> _HOW TO COMPLETE THIS TASK_:
When a line in the entries below contains "grid", tally it; give the tally with nothing added.

(Collected data)
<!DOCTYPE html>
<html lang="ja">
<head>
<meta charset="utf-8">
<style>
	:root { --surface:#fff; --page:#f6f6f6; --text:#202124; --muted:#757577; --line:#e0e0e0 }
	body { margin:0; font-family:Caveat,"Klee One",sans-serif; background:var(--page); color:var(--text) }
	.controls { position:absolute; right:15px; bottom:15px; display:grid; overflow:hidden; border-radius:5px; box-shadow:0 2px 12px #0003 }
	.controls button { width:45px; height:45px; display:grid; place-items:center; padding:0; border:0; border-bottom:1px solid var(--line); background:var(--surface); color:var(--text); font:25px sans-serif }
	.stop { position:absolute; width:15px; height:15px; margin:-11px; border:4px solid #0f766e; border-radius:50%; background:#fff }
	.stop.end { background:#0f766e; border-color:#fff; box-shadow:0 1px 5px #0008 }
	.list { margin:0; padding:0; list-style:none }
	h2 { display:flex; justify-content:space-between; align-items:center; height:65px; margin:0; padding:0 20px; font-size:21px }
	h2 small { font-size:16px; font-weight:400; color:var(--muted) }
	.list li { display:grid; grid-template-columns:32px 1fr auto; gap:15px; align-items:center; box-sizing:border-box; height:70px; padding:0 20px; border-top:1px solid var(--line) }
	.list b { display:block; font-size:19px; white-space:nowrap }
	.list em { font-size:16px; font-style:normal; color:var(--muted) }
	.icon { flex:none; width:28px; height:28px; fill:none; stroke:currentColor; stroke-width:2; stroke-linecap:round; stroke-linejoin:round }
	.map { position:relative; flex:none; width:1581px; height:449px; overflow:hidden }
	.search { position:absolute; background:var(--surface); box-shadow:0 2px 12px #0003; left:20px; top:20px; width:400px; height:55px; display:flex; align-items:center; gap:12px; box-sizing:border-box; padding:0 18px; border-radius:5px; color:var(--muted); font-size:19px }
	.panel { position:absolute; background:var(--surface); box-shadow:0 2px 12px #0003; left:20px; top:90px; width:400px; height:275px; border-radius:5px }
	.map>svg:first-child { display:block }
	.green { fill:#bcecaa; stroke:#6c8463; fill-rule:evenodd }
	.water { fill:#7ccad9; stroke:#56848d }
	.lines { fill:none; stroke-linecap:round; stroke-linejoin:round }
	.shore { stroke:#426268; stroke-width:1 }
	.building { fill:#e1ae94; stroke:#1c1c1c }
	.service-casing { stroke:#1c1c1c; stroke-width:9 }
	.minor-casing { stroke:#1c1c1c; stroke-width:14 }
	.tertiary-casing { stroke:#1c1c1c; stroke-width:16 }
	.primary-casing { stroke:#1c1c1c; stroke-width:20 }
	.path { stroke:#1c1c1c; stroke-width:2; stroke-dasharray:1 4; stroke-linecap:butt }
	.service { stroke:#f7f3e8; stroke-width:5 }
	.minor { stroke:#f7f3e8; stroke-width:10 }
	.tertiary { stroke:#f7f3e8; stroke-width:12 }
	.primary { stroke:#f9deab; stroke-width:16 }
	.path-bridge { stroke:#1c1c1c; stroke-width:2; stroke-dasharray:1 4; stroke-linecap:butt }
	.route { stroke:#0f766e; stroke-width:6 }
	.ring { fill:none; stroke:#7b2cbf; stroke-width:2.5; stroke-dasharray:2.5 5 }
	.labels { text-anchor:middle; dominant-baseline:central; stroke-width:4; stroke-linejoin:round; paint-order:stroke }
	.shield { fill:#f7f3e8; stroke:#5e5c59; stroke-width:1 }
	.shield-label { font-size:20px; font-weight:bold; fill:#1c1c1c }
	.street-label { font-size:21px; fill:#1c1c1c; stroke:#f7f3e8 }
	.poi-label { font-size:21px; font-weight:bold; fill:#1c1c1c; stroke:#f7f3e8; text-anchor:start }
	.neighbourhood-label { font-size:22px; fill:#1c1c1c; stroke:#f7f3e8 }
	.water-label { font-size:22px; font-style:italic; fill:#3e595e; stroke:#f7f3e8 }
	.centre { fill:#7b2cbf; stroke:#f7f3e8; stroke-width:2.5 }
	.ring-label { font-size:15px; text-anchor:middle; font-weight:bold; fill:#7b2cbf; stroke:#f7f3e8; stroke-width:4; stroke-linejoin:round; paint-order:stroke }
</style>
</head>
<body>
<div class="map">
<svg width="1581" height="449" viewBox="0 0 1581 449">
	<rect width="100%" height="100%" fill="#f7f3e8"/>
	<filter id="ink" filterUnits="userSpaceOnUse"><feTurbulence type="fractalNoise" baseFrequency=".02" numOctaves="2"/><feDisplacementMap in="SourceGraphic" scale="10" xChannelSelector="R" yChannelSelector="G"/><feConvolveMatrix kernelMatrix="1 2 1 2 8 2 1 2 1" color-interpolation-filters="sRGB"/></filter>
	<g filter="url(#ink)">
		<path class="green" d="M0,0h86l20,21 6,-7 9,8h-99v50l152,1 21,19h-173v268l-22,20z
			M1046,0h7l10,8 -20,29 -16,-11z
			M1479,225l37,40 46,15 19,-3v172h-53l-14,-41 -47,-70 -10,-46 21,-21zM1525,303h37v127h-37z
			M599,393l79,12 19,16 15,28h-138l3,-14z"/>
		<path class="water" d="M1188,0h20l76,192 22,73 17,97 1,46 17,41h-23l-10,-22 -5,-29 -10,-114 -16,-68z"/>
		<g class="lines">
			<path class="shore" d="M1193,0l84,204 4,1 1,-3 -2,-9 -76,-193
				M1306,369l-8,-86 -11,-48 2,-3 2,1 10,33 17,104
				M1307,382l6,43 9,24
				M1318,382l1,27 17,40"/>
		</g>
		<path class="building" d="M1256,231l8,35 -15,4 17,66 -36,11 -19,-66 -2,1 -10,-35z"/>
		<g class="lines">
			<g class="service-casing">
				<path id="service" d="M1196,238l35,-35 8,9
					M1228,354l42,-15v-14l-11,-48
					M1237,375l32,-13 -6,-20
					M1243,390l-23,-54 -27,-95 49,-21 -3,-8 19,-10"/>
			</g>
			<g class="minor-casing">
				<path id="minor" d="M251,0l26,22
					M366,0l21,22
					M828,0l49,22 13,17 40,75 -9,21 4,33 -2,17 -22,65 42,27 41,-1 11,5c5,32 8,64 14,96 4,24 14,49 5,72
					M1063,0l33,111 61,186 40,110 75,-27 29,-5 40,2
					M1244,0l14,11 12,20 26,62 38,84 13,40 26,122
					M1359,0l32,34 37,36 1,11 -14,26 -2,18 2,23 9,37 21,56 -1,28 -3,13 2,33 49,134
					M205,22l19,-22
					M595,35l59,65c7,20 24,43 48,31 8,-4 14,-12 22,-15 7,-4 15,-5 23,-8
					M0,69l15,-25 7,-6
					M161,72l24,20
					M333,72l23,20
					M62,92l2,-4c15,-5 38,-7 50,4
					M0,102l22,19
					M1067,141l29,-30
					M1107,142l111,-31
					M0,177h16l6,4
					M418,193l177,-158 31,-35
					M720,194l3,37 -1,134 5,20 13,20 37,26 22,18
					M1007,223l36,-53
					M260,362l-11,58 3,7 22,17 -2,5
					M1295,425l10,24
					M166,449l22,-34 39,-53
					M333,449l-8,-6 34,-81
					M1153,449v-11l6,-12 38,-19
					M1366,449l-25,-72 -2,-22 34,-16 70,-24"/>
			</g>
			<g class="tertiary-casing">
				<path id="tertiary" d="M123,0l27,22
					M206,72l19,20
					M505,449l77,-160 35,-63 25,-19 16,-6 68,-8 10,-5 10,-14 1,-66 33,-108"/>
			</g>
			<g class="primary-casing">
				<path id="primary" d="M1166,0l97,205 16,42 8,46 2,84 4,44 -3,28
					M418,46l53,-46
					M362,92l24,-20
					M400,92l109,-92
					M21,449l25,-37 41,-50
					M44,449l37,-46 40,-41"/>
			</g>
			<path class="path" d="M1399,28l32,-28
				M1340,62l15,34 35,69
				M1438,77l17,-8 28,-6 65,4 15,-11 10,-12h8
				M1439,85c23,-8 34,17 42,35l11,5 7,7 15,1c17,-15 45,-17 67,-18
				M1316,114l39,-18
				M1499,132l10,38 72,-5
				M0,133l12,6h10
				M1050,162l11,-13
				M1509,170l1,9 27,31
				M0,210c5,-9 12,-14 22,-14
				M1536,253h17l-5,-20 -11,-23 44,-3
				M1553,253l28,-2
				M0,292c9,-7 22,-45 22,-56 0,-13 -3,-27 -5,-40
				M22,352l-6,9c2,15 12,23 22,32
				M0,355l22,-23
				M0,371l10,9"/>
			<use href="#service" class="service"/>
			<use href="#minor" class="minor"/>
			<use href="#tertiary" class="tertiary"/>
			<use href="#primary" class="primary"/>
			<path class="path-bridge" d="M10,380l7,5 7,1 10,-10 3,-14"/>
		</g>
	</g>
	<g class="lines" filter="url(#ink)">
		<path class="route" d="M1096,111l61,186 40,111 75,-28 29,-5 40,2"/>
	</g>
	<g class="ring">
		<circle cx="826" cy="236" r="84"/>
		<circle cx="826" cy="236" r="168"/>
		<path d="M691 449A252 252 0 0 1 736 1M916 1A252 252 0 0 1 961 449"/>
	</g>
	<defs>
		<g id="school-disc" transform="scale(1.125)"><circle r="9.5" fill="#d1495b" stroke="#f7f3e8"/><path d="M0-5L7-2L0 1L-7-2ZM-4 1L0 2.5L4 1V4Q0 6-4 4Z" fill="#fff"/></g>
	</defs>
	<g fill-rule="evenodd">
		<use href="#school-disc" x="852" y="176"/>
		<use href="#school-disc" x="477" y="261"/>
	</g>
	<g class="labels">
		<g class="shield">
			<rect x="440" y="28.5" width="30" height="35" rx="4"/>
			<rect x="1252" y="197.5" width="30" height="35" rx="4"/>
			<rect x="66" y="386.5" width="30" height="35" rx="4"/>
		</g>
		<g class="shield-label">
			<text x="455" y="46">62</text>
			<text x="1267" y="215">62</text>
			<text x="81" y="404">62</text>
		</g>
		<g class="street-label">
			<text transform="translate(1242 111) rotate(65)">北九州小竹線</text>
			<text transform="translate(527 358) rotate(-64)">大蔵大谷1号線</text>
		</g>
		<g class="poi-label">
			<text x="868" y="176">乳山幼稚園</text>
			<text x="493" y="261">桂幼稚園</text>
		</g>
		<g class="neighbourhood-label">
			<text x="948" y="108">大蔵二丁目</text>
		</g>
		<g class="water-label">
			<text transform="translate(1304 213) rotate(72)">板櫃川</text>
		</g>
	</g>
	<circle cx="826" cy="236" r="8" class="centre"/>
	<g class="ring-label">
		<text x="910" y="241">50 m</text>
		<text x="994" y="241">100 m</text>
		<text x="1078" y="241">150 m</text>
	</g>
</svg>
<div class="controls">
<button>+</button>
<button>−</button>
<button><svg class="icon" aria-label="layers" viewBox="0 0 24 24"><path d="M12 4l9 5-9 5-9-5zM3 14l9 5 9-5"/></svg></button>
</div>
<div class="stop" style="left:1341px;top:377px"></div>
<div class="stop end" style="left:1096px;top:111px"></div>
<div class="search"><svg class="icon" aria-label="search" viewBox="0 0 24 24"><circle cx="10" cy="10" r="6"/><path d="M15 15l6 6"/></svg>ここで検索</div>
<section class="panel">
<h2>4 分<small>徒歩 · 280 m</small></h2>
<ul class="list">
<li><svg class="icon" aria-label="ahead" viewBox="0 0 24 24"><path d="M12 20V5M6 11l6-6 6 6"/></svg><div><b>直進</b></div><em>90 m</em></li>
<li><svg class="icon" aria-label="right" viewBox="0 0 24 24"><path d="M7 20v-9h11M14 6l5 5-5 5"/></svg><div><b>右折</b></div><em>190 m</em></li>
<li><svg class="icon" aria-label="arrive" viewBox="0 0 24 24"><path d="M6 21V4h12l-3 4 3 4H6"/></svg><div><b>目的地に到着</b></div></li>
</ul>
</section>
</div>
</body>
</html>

> _RESPONSE FOR THIS EXERCISE_:
3